DIXFIELD — There are few signs of spring on Weld Street as one approaches Dirigo High School. The cardboard cutout boys basketball jerseys on telephone poles and a thick, frozen white carpet across the vast Harlow Park field suggest mid-March is in every way much closer to the mid-February tournaments than opening day of the baseball season in mid-April.
Players in blue baseball caps with the familiar English ‘D’ running the hallway in front of Defoe Gymnasium might have been the only sign of baseball season for at least a few miles to Rumford. Monday was opening day for pitchers and catchers in high school baseball and softball across the state.
While other spring sports have to wait until next Monday for their first workouts, baseball and softball are allotted the extra week to get arms into shape. Not long ago, the Maine Principals’ Association removed limits on the number of players allowed to participate in this first week, but activities have to be limited to throwing and conditioning and not other aspects of baseball and softball.
Coming off of a rare playoff absence and sub-.500 record (6-10) in 2018, Dirigo starts this season with the same number of players it ended last season — 16. Coach Ryan Palmer doesn’t have many qualms with the numbers considering he had to replace six players, virtually all starters, and played only a limited JV schedule last year after fundraising just to field a team.
“It could have been a lot worse, especially when you lose six,” Palmer said, “but a couple of kids are playing this year that didn’t play last year, and then three eighth-graders came up to play.”
Dirigo is scheduled to open its season on April 19 at Boothbay.
Palmer, who worked out his full squad for an hour before spending the second hour with pitchers and catchers only, said the Cougars will cut back on their JV schedule again this year, mostly due to limited pitching options. Last year’s team was hindered by pitching injuries that exacerbated the overall low numbers and, by season’s end, vice-versa.
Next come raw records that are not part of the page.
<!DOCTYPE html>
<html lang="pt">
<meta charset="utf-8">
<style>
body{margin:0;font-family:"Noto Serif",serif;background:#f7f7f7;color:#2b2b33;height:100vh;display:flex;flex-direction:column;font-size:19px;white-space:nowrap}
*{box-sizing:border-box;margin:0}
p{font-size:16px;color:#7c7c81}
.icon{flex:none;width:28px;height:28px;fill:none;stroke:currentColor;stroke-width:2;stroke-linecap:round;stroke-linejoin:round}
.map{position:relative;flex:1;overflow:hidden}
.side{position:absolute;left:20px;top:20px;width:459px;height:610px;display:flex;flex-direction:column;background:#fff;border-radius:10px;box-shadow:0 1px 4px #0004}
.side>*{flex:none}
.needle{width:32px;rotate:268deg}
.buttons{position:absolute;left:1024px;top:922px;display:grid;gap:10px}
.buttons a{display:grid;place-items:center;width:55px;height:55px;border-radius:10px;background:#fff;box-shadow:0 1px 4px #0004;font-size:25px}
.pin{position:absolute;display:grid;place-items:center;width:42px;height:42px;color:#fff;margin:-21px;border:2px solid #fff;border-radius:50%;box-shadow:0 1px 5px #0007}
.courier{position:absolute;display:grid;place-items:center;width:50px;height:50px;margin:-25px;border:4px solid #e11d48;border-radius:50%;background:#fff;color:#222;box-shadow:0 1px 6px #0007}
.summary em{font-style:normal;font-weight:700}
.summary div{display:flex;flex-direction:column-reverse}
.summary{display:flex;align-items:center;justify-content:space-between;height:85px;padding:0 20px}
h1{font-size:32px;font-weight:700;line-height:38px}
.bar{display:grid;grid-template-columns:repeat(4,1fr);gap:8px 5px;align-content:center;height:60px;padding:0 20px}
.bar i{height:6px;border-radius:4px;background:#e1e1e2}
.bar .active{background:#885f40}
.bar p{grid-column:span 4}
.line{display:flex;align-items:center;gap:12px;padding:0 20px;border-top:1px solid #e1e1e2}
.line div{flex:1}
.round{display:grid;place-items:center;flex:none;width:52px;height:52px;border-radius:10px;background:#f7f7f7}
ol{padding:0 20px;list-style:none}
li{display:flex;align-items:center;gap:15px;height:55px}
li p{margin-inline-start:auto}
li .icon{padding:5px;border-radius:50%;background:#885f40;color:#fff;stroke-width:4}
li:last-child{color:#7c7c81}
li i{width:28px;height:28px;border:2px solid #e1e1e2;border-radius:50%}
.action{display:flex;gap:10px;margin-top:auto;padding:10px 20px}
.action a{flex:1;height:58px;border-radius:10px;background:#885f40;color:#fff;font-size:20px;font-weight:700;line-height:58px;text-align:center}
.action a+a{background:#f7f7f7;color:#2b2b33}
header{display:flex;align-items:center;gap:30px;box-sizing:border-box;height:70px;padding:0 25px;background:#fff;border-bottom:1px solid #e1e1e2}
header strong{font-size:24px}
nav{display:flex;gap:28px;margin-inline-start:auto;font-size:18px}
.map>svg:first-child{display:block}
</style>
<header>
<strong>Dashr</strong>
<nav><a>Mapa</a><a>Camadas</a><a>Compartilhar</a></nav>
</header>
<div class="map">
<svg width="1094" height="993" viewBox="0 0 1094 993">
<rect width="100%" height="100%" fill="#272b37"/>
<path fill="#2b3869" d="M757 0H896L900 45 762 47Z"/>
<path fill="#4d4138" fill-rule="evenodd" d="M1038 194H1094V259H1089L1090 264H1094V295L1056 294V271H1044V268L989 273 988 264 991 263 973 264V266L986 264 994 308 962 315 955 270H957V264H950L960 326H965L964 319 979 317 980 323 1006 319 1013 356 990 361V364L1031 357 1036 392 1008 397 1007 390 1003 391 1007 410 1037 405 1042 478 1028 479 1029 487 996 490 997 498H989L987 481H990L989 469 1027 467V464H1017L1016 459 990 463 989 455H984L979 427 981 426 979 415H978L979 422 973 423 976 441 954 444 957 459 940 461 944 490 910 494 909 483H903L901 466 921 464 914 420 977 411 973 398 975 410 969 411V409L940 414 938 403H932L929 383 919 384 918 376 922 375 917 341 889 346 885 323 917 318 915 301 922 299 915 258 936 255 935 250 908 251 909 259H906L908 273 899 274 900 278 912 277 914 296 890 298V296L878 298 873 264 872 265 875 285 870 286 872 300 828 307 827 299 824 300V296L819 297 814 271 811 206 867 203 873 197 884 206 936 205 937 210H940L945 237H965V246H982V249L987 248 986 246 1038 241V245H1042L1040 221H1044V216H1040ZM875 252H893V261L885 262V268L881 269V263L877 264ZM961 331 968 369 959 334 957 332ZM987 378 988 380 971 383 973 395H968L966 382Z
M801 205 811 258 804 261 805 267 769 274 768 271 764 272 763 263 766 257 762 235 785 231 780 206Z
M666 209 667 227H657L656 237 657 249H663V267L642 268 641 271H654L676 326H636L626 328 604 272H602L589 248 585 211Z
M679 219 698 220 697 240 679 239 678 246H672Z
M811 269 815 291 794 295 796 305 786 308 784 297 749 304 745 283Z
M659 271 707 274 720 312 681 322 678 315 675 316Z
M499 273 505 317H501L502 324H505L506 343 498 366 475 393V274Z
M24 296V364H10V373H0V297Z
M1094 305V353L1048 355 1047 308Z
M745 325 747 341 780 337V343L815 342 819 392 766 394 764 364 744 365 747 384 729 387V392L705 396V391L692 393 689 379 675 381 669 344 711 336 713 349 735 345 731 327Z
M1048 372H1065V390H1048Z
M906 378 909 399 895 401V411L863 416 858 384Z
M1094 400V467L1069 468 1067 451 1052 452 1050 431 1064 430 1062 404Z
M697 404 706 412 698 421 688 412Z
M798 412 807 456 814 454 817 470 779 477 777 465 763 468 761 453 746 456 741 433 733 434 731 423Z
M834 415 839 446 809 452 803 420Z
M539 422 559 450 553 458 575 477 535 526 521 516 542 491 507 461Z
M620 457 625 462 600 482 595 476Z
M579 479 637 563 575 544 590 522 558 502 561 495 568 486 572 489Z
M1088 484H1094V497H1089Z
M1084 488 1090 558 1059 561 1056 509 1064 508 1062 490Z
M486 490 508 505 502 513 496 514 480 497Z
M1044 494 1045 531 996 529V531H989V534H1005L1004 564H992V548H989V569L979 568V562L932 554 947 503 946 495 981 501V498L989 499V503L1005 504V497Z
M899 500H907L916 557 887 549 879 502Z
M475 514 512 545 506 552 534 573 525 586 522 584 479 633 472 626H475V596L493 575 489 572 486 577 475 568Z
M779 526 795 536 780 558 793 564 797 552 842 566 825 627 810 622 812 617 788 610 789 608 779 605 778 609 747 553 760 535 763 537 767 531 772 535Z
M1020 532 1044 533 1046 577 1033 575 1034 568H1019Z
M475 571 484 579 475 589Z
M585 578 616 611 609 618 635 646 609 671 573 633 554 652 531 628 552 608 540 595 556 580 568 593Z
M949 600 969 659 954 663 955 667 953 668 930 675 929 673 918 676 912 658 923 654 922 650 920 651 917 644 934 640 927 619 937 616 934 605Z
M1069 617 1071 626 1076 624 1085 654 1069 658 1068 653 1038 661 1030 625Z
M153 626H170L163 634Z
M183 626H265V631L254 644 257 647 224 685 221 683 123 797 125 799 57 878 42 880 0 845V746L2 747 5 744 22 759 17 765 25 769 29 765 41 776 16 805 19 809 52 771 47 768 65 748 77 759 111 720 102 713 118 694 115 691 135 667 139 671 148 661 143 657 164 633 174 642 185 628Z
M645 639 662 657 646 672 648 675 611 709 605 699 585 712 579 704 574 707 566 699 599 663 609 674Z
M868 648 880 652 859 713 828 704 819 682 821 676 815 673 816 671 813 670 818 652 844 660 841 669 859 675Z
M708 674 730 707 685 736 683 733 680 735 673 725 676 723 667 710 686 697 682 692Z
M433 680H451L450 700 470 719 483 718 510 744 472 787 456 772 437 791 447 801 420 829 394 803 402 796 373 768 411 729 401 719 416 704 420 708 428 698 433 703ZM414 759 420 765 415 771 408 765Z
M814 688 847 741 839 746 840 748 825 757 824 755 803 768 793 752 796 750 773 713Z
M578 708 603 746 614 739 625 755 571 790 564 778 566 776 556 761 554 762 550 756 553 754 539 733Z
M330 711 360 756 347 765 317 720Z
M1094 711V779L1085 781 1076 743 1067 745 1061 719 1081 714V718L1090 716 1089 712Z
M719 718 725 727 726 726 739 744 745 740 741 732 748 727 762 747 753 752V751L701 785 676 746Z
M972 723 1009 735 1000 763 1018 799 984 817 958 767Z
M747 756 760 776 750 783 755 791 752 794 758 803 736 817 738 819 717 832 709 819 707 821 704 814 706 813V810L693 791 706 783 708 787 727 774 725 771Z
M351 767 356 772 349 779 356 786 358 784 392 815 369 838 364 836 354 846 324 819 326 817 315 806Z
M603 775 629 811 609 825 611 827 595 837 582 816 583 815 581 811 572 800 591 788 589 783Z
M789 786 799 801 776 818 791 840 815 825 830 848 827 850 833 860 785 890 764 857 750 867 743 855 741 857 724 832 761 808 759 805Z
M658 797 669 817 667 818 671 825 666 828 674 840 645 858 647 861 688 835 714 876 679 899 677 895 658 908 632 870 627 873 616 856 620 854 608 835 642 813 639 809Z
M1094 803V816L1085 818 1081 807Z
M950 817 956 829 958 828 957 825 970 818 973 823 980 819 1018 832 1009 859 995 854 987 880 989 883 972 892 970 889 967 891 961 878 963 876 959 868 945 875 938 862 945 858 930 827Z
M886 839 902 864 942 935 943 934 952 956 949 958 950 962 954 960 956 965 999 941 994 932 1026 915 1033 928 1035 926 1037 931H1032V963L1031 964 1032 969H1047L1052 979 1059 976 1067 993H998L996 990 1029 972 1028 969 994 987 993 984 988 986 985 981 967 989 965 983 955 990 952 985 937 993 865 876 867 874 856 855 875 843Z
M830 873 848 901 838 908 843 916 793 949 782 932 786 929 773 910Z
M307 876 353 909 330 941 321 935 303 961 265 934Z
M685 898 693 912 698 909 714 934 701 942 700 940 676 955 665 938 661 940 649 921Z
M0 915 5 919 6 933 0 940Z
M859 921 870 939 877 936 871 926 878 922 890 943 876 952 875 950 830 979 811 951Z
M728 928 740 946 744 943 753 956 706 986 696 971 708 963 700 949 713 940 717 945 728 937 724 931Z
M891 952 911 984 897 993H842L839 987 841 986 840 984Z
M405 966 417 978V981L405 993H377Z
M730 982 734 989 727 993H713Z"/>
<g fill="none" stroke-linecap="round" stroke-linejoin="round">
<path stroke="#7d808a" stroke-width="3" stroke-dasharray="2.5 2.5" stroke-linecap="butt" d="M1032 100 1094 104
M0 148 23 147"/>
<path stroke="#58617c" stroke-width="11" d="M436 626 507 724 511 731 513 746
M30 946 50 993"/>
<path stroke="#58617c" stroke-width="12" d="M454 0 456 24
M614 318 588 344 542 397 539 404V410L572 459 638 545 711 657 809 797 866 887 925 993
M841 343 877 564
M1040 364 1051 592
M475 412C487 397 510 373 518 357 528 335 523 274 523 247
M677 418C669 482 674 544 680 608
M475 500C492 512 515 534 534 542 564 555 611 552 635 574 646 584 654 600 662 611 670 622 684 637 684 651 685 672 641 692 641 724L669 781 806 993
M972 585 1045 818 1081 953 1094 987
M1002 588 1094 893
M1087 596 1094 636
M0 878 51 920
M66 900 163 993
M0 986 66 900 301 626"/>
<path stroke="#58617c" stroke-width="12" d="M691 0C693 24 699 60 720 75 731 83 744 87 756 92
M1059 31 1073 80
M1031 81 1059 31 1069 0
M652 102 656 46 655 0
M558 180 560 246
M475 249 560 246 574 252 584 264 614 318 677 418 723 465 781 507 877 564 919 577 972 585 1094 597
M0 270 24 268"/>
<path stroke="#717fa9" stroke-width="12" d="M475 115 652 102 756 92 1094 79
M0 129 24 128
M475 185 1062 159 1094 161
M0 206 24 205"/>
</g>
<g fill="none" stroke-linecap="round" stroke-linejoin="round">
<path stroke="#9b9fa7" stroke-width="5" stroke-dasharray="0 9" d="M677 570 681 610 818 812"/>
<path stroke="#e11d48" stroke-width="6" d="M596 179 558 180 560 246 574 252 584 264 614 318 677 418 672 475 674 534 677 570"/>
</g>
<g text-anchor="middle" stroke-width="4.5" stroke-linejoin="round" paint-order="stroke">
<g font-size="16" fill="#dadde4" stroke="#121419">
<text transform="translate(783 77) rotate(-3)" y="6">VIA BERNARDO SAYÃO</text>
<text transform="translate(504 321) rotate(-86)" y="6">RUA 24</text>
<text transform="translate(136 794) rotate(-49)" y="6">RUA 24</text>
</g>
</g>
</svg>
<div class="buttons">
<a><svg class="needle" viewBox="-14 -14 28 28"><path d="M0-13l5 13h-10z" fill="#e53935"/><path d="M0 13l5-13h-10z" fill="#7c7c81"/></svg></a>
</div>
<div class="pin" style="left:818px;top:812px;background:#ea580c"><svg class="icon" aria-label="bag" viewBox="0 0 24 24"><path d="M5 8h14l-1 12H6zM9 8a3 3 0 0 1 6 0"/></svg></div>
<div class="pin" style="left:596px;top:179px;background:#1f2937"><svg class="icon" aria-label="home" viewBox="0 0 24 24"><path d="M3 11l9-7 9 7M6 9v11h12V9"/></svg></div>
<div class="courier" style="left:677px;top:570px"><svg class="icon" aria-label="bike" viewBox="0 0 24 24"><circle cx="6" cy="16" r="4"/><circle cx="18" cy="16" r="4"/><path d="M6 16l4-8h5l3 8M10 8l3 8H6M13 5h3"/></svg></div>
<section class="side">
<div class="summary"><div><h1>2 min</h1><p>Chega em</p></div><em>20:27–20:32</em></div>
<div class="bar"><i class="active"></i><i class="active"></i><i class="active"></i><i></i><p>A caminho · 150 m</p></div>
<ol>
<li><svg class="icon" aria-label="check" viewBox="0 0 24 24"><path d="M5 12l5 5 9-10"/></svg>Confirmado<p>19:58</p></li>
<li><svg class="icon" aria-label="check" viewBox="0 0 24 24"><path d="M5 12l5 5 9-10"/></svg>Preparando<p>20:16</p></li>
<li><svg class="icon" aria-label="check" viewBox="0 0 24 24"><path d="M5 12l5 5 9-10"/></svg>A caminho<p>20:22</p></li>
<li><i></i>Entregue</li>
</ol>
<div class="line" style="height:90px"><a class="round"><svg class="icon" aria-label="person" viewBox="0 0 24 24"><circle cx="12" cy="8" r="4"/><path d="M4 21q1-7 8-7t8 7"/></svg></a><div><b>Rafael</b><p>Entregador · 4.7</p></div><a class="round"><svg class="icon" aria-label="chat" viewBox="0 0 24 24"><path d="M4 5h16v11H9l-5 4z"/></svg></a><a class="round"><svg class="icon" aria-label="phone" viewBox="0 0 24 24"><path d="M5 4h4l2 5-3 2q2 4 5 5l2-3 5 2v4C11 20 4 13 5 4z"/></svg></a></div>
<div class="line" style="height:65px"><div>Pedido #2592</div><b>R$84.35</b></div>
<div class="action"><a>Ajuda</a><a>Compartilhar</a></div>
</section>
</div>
The coach is optimistic about the season, but again has little wiggle room for injuries.
Palmer, who led the Cougars to back-to-back state titles in 2012-13, has talked to other baseball coaches in the area expressing similar concerns about numbers going into the season.
“It’s not just here,” he said.
At least one school, Rangeley, has decided to not field a varsity team this spring due to lack of numbers. Numbers at Dirigo have steadily declined in recent years, never close to the point of canceling a season but enough that players are noticing the attrition rate.
“We had three or four kids that were in our grade that played all of the way up through and then just went off to tennis,” said senior co-captain Chandler Redmond, an outfielder. “They just didn’t like the sport as much, not sure why. It kind of bums us out, and puts us in a bad spot. But we love the game so much we couldn’t get away from it.”
Redmond’s co-captain, senior second baseman Tucker Olsen, is trying to come back from two shoulder injuries — a torn right labrum and dislocated left shoulder — in time to contribute this season.
“I’m going to try and come back. Surgery (on the labrum) was New Year’s Eve,” said Olsen, who tore the labrum in a snowmobiling accident early this winter, after recovering from the separated shoulder that happened during last baseball season. “I can’t really do too much for the first few weeks.”
The Cougars found out what being on the losing side of a lot of close games can cost any team, even one that had been a regular participant in the postseason ever since winning three out of four Class C titles at the start of the decade.
“Seven of our 10 losses were one or two runs last year,” Palmer said
“Last year was kind of eye-opening when we didn’t make the playoffs,” Olsen said.
Redmond, whose cutout jersey hangs a few hundred feet down Weld St., opened his eyes wide when asked about what the Cougars can accomplish this spring.
“Anything is possible. It’s baseball. We had a couple of years ago where an eight-seed came in and beat us as a one seed. You’ve just got to get there,” Redmond said.